Remove the dough from the refrigerator and, with a roll, open it in a circle (10 to 12 inches of diameter). Put the dough on a baking sheet and cover it with the onions, leaving a 2 inches frame. Over the onions, put the basil and the Parmesan. Cover it with the tomatoes. Season the tomatoes with salt and pepper and drizzle them with olive oil. Fold the dough from the sides over the center and bake it for 30 minutes. Let it rest for 5 minutes before serving.

http://www.onfoodanddrinks.com/recipe tomato pie.html


----------



## buckytom (Jul 23, 2006)

ironchef said:
			
		

> Substitute halved cherry tomatoes in this recipe:
> 
> http://www.discusscooking.com/forums/f11/spaghettini-salad-with-vine-ripened-tomatoes-mizithra-cheese-23701.html
> 
> One of my most favorite ways is to make a simple al olio sauce with extra virgin olive oil, chili flakes, sliced garlic, and lemon zest. Add halved/quartered cherry tomatoes and julienned fresh basil right before adding the spaghetti and tossing.


 
ahhh, finally, a recipe of yours that i think i can make well. thanks.  

and that is a great idea gretchen. i always have to many grape tomatoes, and the dehydrator doesn't get enough use. do you oil or salt them before or after dehydrating? i would think they wouldn't need much preserving.


----------



## Ishbel (Jul 24, 2006)

I just wash and dry them, toss in a little olive oil with fresh oregano, some crushed garlic and a splash of balsamic vinegar - then roasted in a shallow dish in a hot oven until they are softened.

Great served cold, spread on Italian bread.


----------



## Constance (Jul 24, 2006)

Kats, that looks like a scrumptious treat!


----------



## southerncooker (Jul 24, 2006)

This is a delicious recipe I make every summer since I found it. We call the small cherry tomatoes tommy toes in my neck of the woods. I made this one with some grape tomatoes the other day and it was soooooo good. I usually double the reicpe.

Warm Green Bean and Tommy Toe Salad

2 T olive oil
1 garlic clove
2 c. green bean pieces, strung, in 1 inch lengths
water
1/2 small sweet white onion
1 tsp Kosher salt
12 cherry tomatoes, halved

Place oil in cup. Split garlic in 1/2 and add to oil. Set aside. Put beans in
pot and add just enough water to cover. Bring to boil, then turn heat down and
simmer until beans are just tender 12-20 min. depending on variety and freshness
of beans. While beans cook cut onion half into pieces about 1/2 inch wide and
separate layers. When beans are tender drain but leave in warm pan. Add onion.
Discard garlic and add oil to beans. Add salt and toss gently to coat evenly.
Cover and set aside for 5 min. Add the toms and toss gently to mix and serve
warm with French bread and butter.

Source: Butter Beans to Blackberries: Recipes from the Southern Garden 
by Ronni Lundy


----------



## abjcooking (Jul 24, 2006)

Make a relish with them.  Chopped tomato, cucumber and shallots in a little vinegar, sugar and salt.  Top on grilled fish.


----------



## jennyema (Jul 24, 2006)

I likethis Sara Moulton recipe for cherries stuffed with tapenade ... of course you really don't need a recipe for that.

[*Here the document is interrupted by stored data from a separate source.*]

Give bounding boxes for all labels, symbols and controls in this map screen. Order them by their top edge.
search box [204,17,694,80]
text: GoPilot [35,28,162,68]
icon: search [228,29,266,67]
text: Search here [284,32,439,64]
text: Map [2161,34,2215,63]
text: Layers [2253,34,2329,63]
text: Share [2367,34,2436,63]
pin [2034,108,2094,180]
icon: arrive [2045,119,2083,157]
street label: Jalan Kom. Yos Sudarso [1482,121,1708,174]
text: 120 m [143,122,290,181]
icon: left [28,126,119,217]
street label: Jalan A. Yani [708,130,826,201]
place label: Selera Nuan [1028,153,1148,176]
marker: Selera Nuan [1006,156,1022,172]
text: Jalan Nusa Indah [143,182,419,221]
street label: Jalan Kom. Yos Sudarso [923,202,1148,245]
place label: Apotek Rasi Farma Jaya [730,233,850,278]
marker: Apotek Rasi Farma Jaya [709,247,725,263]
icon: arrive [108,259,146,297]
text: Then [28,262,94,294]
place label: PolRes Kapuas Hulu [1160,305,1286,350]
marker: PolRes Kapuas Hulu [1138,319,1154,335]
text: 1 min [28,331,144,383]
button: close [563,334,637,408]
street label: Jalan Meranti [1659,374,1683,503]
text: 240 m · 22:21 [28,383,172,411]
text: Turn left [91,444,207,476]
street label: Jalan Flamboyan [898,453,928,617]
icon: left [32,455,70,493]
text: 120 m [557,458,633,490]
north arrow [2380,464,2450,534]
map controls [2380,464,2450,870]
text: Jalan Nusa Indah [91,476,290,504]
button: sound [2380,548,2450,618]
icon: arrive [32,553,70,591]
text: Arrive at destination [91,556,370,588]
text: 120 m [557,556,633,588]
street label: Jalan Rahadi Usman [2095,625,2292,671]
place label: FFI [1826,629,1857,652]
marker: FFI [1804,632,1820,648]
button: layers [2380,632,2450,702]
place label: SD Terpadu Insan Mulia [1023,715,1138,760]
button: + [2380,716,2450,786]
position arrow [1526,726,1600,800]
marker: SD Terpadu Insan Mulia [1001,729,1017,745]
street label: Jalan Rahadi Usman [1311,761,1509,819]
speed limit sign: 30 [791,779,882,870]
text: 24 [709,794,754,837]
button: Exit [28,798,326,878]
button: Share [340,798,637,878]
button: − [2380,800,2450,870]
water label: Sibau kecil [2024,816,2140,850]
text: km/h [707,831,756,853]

Another one of her recipes "Spicy Tequila Spiked Cherry Tomatoes" is one of my favorites.


----------



## kats (Jul 24, 2006)

Constance said:
			
		

> Kats, that looks like a scrumptious treat!



It tastes amazing, Constance! Really, it's worth the work! I made a couple last week, because I had some people over, and I'm sooo sad there were almost no leftovers!


----------



## VegasDramaQueen (Jul 24, 2006)

_My 2 favorite ways to eat cherry tomatoes:  _

_1.  Make a caprese salad using halved cherry tomatoes,  fresh mozzarella cheese sliced thin, (the one in balls floating in water), and FRESH basil, not dried.   Pour a little olive oil over all, splash on some balsmic vinegar, salt and pepper.   Wonderful._

_2. Wash them then leave them wet.  Put them in a bowl and dip each one in a little salt befor popping them in your mouth.   I can eat these all day long.   _


----------



## mudbug (Jul 24, 2006)

stuff those puppies with crabmeat.


----------